JANE COWAN: He said countries had no excuse for not ensuring the safety of their airspaces and providing accurate data, making the point that even sensitive information can be declassified so that sources aren't compromised.
In Washington this is Jane Cowan for The World Today.
CHRIS UHLMANN: The United States and European Union have combined
to ratchet up the pressure on Russia for backing rebels in Ukraine's civil
They've announced sanctions that hit Russian banks, defence ties and its energy industry and are aimed at making Moscow pay a heavy economic price for destabilising its neighbour.
And president Barack Obama is now saying the Kremlin is a direct participant in the civil war, firing artillery across the border, sending in military equipment and massing its own troops.
With more on the sanctions I'm joined by our business editor Peter Ryan.
And Peter, just how significant are these sanctions and do people really believe that they'll bring president Putin to heel?
PETER RYAN: Well Chris, this morning's sanctions really do mark a new phase in what's now seen as the biggest confrontation between Moscow and the West since the Cold War.
Previously, sanctions had only focused on individuals and organisations close to Vladimir Putin. Now they've been widened quite dramatically to target Russian oil companies and there'll be restrictions on the export of equipment that's critical to modernising Russia's giant oil industry.
Russia's state-owned banks are also targeted; they'll be barred from raising money in European capital markets and simple daily things like buying and selling shares.
This includes the Bank of Moscow and the Russian Agricultural Bank.
The European Union outlined the tougher sanctions earlier this morning and the US president Barack Obama was out a little later warning that Russia is on the brink of international isolation.
BARACK OBAMA: The major sanctions we're announcing today will continue to ratchet up. The pressure on Russia, including the cronies and companies that are supporting Russia's illegal actions in Ukraine. In other words, today Russia is once again isolating itself from the international community, setting back decades of genuine progress.
And it doesn't have to come to this. It didn't have to come to this. It does not have to be this way. But this is a choice that Russia and president Putin in particular, has made. There continues to be a better choice, the choice of de-escalation, the choice of joining the world in a diplomatic solution to this situation.
CHRIS UHLMANN: US president Barack Obama.
And Peter there was a lot of arms twisting within the European Union about how tough the sanctions should be. What deals have been done to get the big players across the line?
PETER RYAN: Well Chris, this is all because the sanction won't only hurt Russia, they'll also hurt the European Union. And even though the new sanctions are only in place for an initial 90 days, this is as Europe is heading into its winter.
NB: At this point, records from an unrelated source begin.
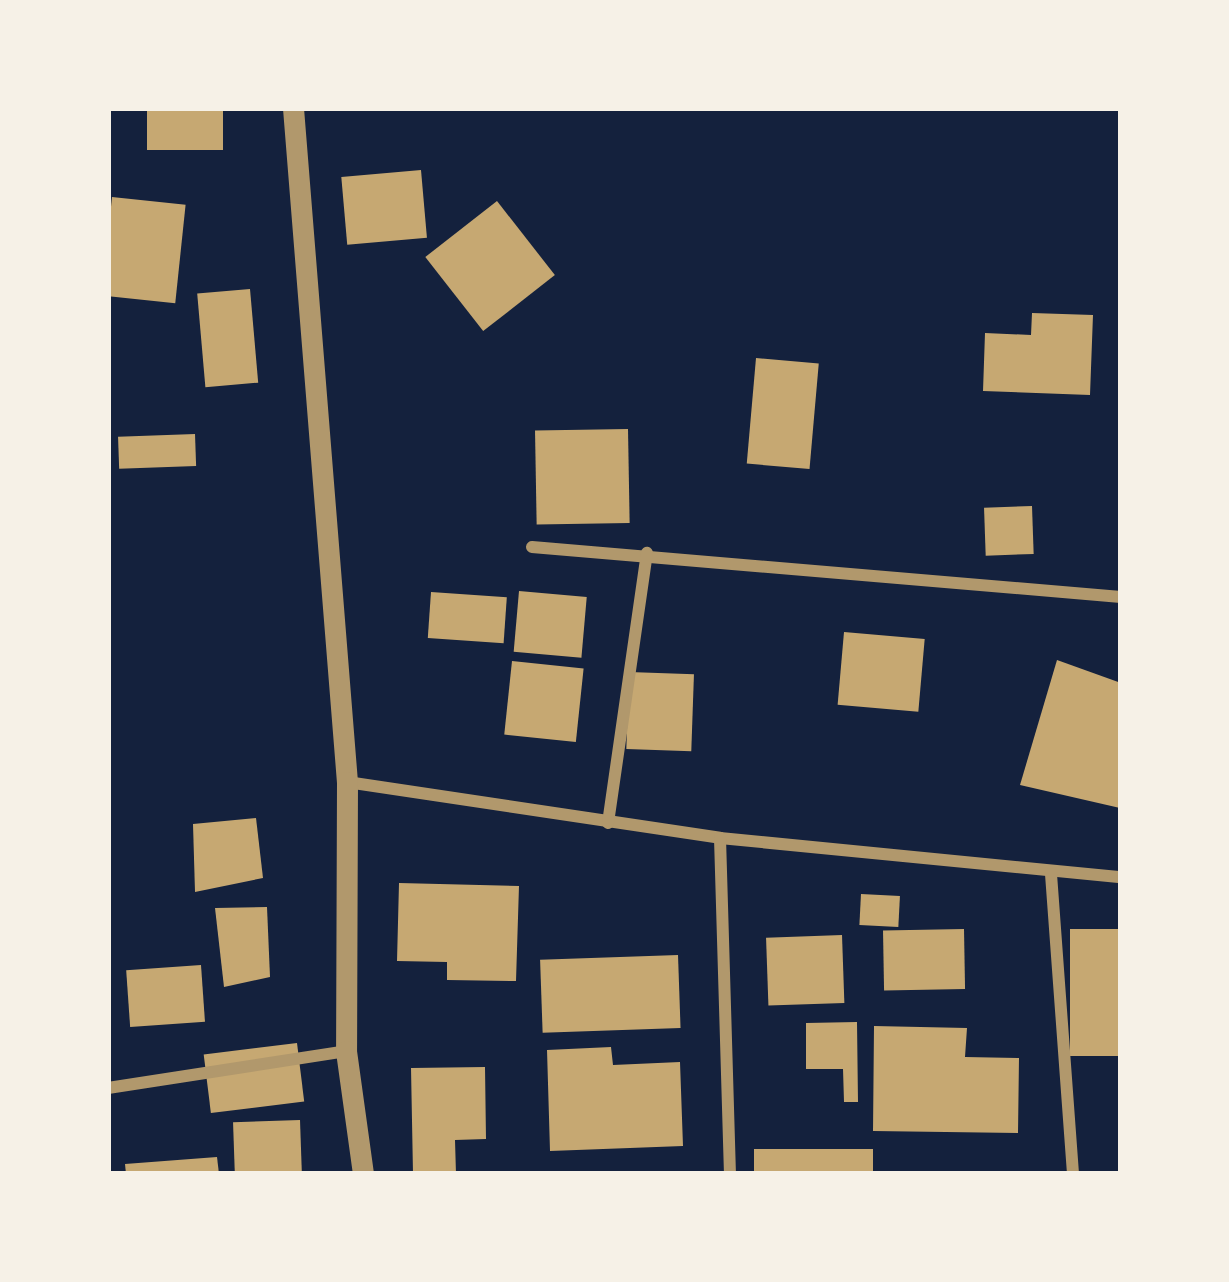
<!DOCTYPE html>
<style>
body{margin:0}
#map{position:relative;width:1229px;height:1282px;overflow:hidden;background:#14213d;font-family:"Fira Sans Condensed",sans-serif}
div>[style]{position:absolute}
.building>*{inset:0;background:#c6a872;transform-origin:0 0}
.minor>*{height:12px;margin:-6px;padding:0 6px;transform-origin:6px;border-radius:6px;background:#b1986c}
.tertiary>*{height:21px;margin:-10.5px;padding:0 10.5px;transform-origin:10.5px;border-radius:10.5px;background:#b1986c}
span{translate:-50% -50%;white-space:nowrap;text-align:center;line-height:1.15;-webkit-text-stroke:9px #f6f1e7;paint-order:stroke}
.frame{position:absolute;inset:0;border:111px solid #f6f1e7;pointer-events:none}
</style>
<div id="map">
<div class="building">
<div style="left:147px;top:108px;width:76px;height:42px"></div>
<div style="left:421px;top:170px;width:68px;height:80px;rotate:85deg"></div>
<div style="left:112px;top:197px;width:74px;height:99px;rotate:6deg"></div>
<div style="left:497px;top:201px;width:94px;height:91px;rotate:52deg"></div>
<div style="left:250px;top:289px;width:94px;height:53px;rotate:85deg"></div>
<div style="clip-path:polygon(1032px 313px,1093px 315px,1090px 395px,983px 391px,985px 333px,1031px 335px)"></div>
<div style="left:756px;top:358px;width:63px;height:106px;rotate:5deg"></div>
<div style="left:628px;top:429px;width:94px;height:93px;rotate:89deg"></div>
<div style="left:195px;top:434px;width:32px;height:77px;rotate:88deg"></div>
<div style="left:1032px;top:506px;width:48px;height:48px;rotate:88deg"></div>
<div style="left:519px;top:591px;width:68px;height:61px;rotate:5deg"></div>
<div style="left:431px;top:592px;width:76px;height:46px;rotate:4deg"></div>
<div style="left:844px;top:632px;width:81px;height:73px;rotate:5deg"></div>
<div style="clip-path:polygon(1057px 660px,1121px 683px,1120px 808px,1020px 785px)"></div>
<div style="left:512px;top:661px;width:72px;height:74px;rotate:6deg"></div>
<div style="left:629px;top:672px;width:65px;height:77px;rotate:2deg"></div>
<div style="clip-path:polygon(256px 818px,263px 878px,195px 892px,193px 824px)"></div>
<div style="clip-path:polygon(399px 883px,519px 886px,516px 981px,447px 980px,447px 962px,397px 961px)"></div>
<div style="left:861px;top:894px;width:39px;height:31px;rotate:3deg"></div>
<div style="clip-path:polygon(267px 907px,270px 977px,224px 987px,215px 908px)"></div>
<div style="left:964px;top:929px;width:60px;height:81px;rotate:89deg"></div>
<div style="left:1121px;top:929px;width:127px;height:51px;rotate:90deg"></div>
<div style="left:842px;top:935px;width:68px;height:76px;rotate:88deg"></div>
<div style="left:678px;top:955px;width:73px;height:138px;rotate:88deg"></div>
<div style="left:201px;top:965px;width:57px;height:75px;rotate:86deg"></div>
<div style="clip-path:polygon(857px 1022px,858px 1102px,844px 1102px,843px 1069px,806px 1069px,806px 1023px)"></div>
<div style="clip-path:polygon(874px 1026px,967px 1028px,965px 1057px,1019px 1058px,1018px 1133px,873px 1131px)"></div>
<div style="left:297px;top:1043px;width:59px;height:94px;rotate:83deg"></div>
<div style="clip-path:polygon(611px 1047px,613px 1065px,680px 1062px,683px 1146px,550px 1151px,547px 1050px)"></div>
<div style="clip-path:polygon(485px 1067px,486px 1139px,455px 1140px,456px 1174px,413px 1174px,411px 1068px)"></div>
<div style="left:300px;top:1120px;width:54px;height:67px;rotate:88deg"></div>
<div style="left:754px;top:1149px;width:119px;height:25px"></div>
<div style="clip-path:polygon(217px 1157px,219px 1174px,126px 1174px,125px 1164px)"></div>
</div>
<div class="minor">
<div style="left:532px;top:547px;width:591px;rotate:4.85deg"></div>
<div style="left:347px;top:782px;width:377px;rotate:8.5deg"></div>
<div style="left:720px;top:838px;width:403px;rotate:5.6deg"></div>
<div style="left:608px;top:823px;width:273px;rotate:-81.8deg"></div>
<div style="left:720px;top:838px;width:336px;rotate:88.3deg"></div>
<div style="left:1051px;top:874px;width:301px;rotate:85.8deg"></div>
<div style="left:108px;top:1088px;width:241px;rotate:-8.8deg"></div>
</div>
<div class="tertiary">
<div style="left:293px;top:108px;width:676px;rotate:85.42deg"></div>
<div style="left:347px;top:782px;width:269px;rotate:90.2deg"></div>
<div style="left:346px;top:1051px;width:124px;rotate:82.1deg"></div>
</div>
<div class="frame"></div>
</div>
And while Russian oil has been targeted, its exports of natural gas which powers European industry has been spared.
France, perhaps controversially, has also been allowed to go ahead with the delivery of two warships to Russia; that's because these new sanctions won't affect previous contracts. And Germany had also been reluctant because of its trade links with Russia, but chancellor Angela Merkel has now agreed that the latest sanctions were unavoidable.
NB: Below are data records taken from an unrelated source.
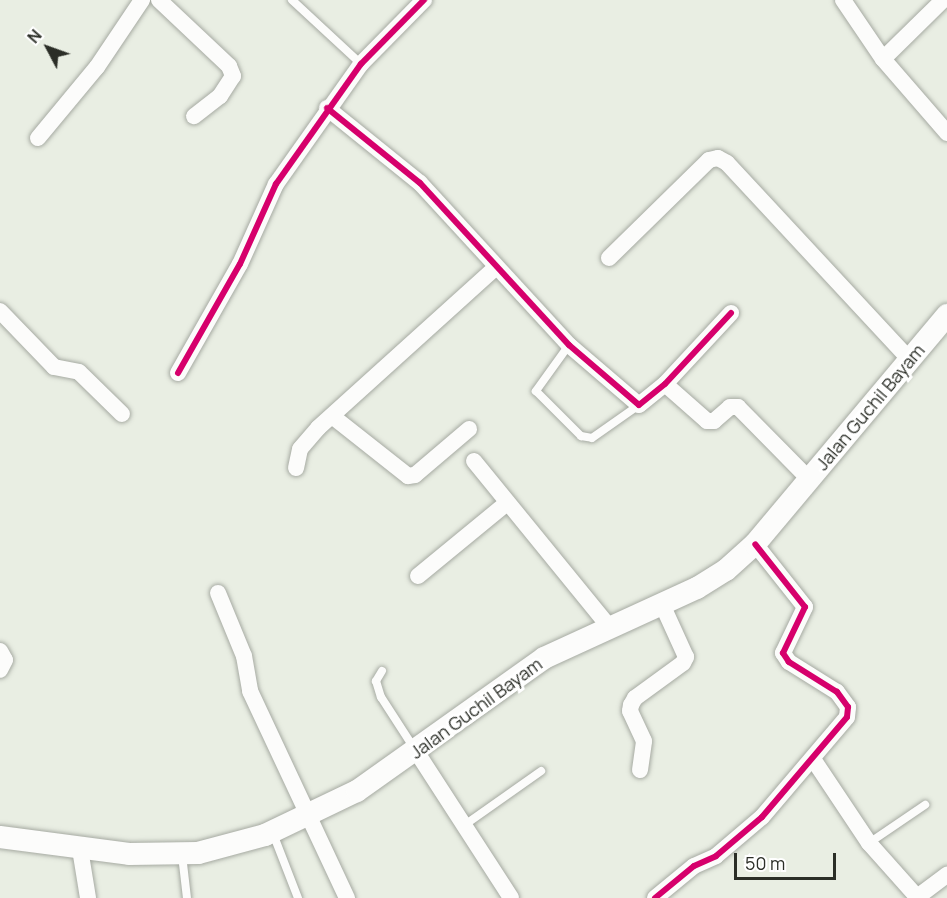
<!DOCTYPE html>
<html>
<head>
<meta charset="utf-8">
<style>
	body { margin:0 }
	#map { position:relative; width:947px; height:898px; overflow:hidden; background:#e9eee3; font-family:Manrope,sans-serif }
	div>[style] { position:absolute }
	.roads { filter:drop-shadow(0 0 2px #a6aaa2) drop-shadow(0 0 2px #a6aaa2) }
	.lane>* { height:8px; margin:-4px; padding:0 4px; transform-origin:4px; border-radius:4px; background:#fcfcfb }
	.street>* { height:16px; margin:-8px; padding:0 8px; transform-origin:8px; border-radius:8px; background:#fcfcfb }
	.secondary>* { height:22px; margin:-11px; padding:0 11px; transform-origin:11px; border-radius:11px; background:#fcfcfb }
	.cycleway>* { height:6px; margin:-3px; padding:0 3px; transform-origin:3px; border-radius:3px; background:#d6006c }
	span { translate:-50% -50%; white-space:nowrap; text-align:center; line-height:1.15; -webkit-text-stroke:6px #fff; paint-order:stroke }
	.street-label { font-size:18px; color:#2b2e27 }
	.north { position:absolute; left:18px; top:18px; width:60px; height:60px; -webkit-text-stroke:4px #fff; paint-order:stroke; rotate:311deg; font-size:16px; font-weight:700; line-height:24px; text-align:center; color:#2b2e27 }
	.north::after { content:''; display:block; margin:auto; width:21px; height:27px; background:#2b2e27; clip-path:polygon(50% 0,100% 100%,50% 72%,0 100%) }
	.scale { position:absolute; left:734px; top:853px; width:102px; height:27px; box-sizing:border-box; border:3px solid #2b2e27; border-top:0; padding-left:8px; font-size:18px; line-height:21px; white-space:nowrap; color:#2b2e27; -webkit-text-stroke:4px #fff; paint-order:stroke }
</style>
</head>
<body>
<div id="map">
	<div class="roads">
		<div class="lane">
			<i style="left:292px;top:0;width:94px;rotate:42.8deg"></i>
			<i style="left:569px;top:345px;width:57px;rotate:125.7deg"></i>
			<i style="left:536px;top:391px;width:64px;rotate:45deg"></i>
			<i style="left:581px;top:436px;width:11px;rotate:10deg"></i>
			<i style="left:592px;top:438px;width:57px;rotate:-35.1deg"></i>
			<i style="left:382px;top:671px;width:12px;rotate:121deg"></i>
			<i style="left:376px;top:681px;width:17px;rotate:73deg"></i>
			<i style="left:381px;top:697px;width:61px;rotate:57.1deg"></i>
			<i style="left:466px;top:824px;width:92px;rotate:-35.2deg"></i>
			<i style="left:272px;top:831px;width:72px;rotate:68.8deg"></i>
			<i style="left:869px;top:843px;width:68px;rotate:-34.2deg"></i>
			<i style="left:182px;top:855px;width:43px;rotate:83.4deg"></i>
		</div>
		<div class="street">
			<i style="left:159px;top:0;width:96px;rotate:43.3deg"></i>
			<i style="left:229px;top:66px;width:11px;rotate:68deg"></i>
			<i style="left:233px;top:76px;width:24px;rotate:123deg"></i>
			<i style="left:220px;top:96px;width:33px;rotate:142deg"></i>
			<i style="left:843px;top:0;width:71px;rotate:55.9deg"></i>
			<i style="left:883px;top:59px;width:98px;rotate:49.1deg"></i>
			<i style="left:883px;top:59px;width:84px;rotate:-44.5deg"></i>
			<i style="left:327px;top:108px;width:119px;rotate:38.9deg"></i>
			<i style="left:420px;top:183px;width:220px;rotate:47.4deg"></i>
			<i style="left:569px;top:345px;width:92px;rotate:40.6deg"></i>
			<i style="left:639px;top:405px;width:33px;rotate:-39deg"></i>
			<i style="left:665px;top:384px;width:97px;rotate:-47.1deg"></i>
			<i style="left:38px;top:138px;width:92px;rotate:-50.3deg"></i>
			<i style="left:97px;top:67px;width:81px;rotate:-56.1deg"></i>
			<i style="left:609px;top:258px;width:140px;rotate:-44.4deg"></i>
			<i style="left:709px;top:160px;width:9px;rotate:-13deg"></i>
			<i style="left:718px;top:158px;width:10px;rotate:29deg"></i>
			<i style="left:727px;top:163px;width:267px;rotate:47.1deg"></i>
			<i style="left:0;top:311px;width:78px;rotate:46deg"></i>
			<i style="left:54px;top:367px;width:25px;rotate:11deg"></i>
			<i style="left:79px;top:372px;width:60px;rotate:44.3deg"></i>
			<i style="left:178px;top:373px;width:125px;rotate:-60.4deg"></i>
			<i style="left:240px;top:264px;width:88px;rotate:-65.8deg"></i>
			<i style="left:276px;top:184px;width:147px;rotate:-54.7deg"></i>
			<i style="left:361px;top:64px;width:90px;rotate:-45.5deg"></i>
			<i style="left:665px;top:384px;width:56px;rotate:41.4deg"></i>
			<i style="left:707px;top:421px;width:7px"></i>
			<i style="left:714px;top:421px;width:21px;rotate:-41deg"></i>
			<i style="left:730px;top:407px;width:8px"></i>
			<i style="left:738px;top:407px;width:103px;rotate:45.4deg"></i>
			<i style="left:332px;top:416px;width:97px;rotate:38.3deg"></i>
			<i style="left:408px;top:476px;width:7px;rotate:-8deg"></i>
			<i style="left:415px;top:475px;width:71px;rotate:-40.4deg"></i>
			<i style="left:474px;top:461px;width:215px;rotate:50.8deg"></i>
			<i style="left:296px;top:468px;width:19px;rotate:-78deg"></i>
			<i style="left:300px;top:449px;width:28px;rotate:-49deg"></i>
			<i style="left:318px;top:428px;width:240px;rotate:-42.1deg"></i>
			<i style="left:418px;top:576px;width:115px;rotate:-39.4deg"></i>
			<i style="left:218px;top:593px;width:68px;rotate:67.6deg"></i>
			<i style="left:244px;top:656px;width:36px;rotate:80deg"></i>
			<i style="left:250px;top:691px;width:229px;rotate:64.9deg"></i>
			<i style="left:0;top:651px;width:10px;rotate:61deg"></i>
			<i style="left:5px;top:660px;width:11px;rotate:117deg"></i>
			<i style="left:416px;top:751px;width:175px;rotate:57.1deg"></i>
			<i style="left:813px;top:759px;width:101px;rotate:56.3deg"></i>
			<i style="left:869px;top:843px;width:74px;rotate:48.3deg"></i>
			<i style="left:640px;top:770px;width:29px;rotate:-82deg"></i>
			<i style="left:644px;top:741px;width:33px;rotate:-115deg"></i>
			<i style="left:630px;top:711px;width:6px;rotate:-81deg"></i>
			<i style="left:631px;top:705px;width:8px;rotate:-60deg"></i>
			<i style="left:635px;top:698px;width:59px;rotate:-36.1deg"></i>
			<i style="left:683px;top:663px;width:7px;rotate:-63deg"></i>
			<i style="left:686px;top:657px;width:58px;rotate:-114.4deg"></i>
			<i style="left:80px;top:849px;width:50px;rotate:80.7deg"></i>
			<i style="left:655px;top:898px;width:50px;rotate:-39.4deg"></i>
			<i style="left:694px;top:866px;width:24px;rotate:-24deg"></i>
			<i style="left:716px;top:856px;width:60px;rotate:-40.3deg"></i>
			<i style="left:762px;top:817px;width:131px;rotate:-49.6deg"></i>
			<i style="left:847px;top:717px;width:10px;rotate:-84deg"></i>
			<i style="left:848px;top:707px;width:19px;rotate:-126deg"></i>
			<i style="left:837px;top:692px;width:57px;rotate:-148deg"></i>
			<i style="left:789px;top:662px;width:11px;rotate:-124deg"></i>
			<i style="left:783px;top:653px;width:51px;rotate:-64.4deg"></i>
			<i style="left:805px;top:607px;width:80px;rotate:-128.4deg"></i>
			<i style="left:916px;top:898px;width:39px;rotate:-37deg"></i>
		</div>
		<div class="secondary">
			<i style="left:0;top:837px;width:130px;rotate:7.5deg"></i>
			<i style="left:129px;top:854px;width:69px;rotate:-0.8deg"></i>
			<i style="left:198px;top:853px;width:69px;rotate:-15deg"></i>
			<i style="left:265px;top:835px;width:102px;rotate:-25.6deg"></i>
			<i style="left:357px;top:791px;width:229px;rotate:-35.4deg"></i>
			<i style="left:544px;top:658px;width:168px;rotate:-24.6deg"></i>
			<i style="left:697px;top:588px;width:34px;rotate:-32deg"></i>
			<i style="left:726px;top:570px;width:39px;rotate:-42deg"></i>
			<i style="left:755px;top:544px;width:299px;rotate:-50deg"></i>
		</div>
	</div>
	<div class="cycleway">
		<i style="left:327px;top:108px;width:119px;rotate:38.9deg"></i>
		<i style="left:420px;top:183px;width:220px;rotate:47.4deg"></i>
		<i style="left:569px;top:345px;width:92px;rotate:40.6deg"></i>
		<i style="left:639px;top:405px;width:33px;rotate:-39deg"></i>
		<i style="left:665px;top:384px;width:97px;rotate:-47.1deg"></i>
		<i style="left:178px;top:373px;width:125px;rotate:-60.4deg"></i>
		<i style="left:240px;top:264px;width:88px;rotate:-65.8deg"></i>
		<i style="left:276px;top:184px;width:147px;rotate:-54.7deg"></i>
		<i style="left:361px;top:64px;width:90px;rotate:-45.5deg"></i>
		<i style="left:655px;top:898px;width:50px;rotate:-39.4deg"></i>
		<i style="left:694px;top:866px;width:24px;rotate:-24deg"></i>
		<i style="left:716px;top:856px;width:60px;rotate:-40.3deg"></i>
		<i style="left:762px;top:817px;width:131px;rotate:-49.6deg"></i>
		<i style="left:847px;top:717px;width:10px;rotate:-84deg"></i>
		<i style="left:848px;top:707px;width:19px;rotate:-126deg"></i>
		<i style="left:837px;top:692px;width:57px;rotate:-148deg"></i>
		<i style="left:789px;top:662px;width:11px;rotate:-124deg"></i>
		<i style="left:783px;top:653px;width:51px;rotate:-64.4deg"></i>
		<i style="left:805px;top:607px;width:80px;rotate:-128.4deg"></i>
	</div>
	<div class="street-label">
		<span style="left:870px;top:407px;rotate:-50deg">Jalan Guchil Bayam</span>
		<span style="left:476px;top:708px;rotate:-36deg">Jalan Guchil Bayam</span>
	</div>
	<div class="north">N</div>
	<div class="scale">50 m</div>
</div>
</body>
</html>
CHRIS UHLMANN: And how have the financial markets reacted to the news?
PETER RYAN: Well Chris, European markets had already closed before the news of these tougher sanctions was announced and Wall Street had also been in the black, but those gains were quickly neutralised in the final hour as the details of the sanctions were outlined and the Dow ended 0.4 per cent weaker.
But all of this new uncertainty adds up to a similar picture in Australia and Asia when the stock exchanges open across the region later this morning.
CHRIS UHLMANN: Business editor Peter Ryan, thank you.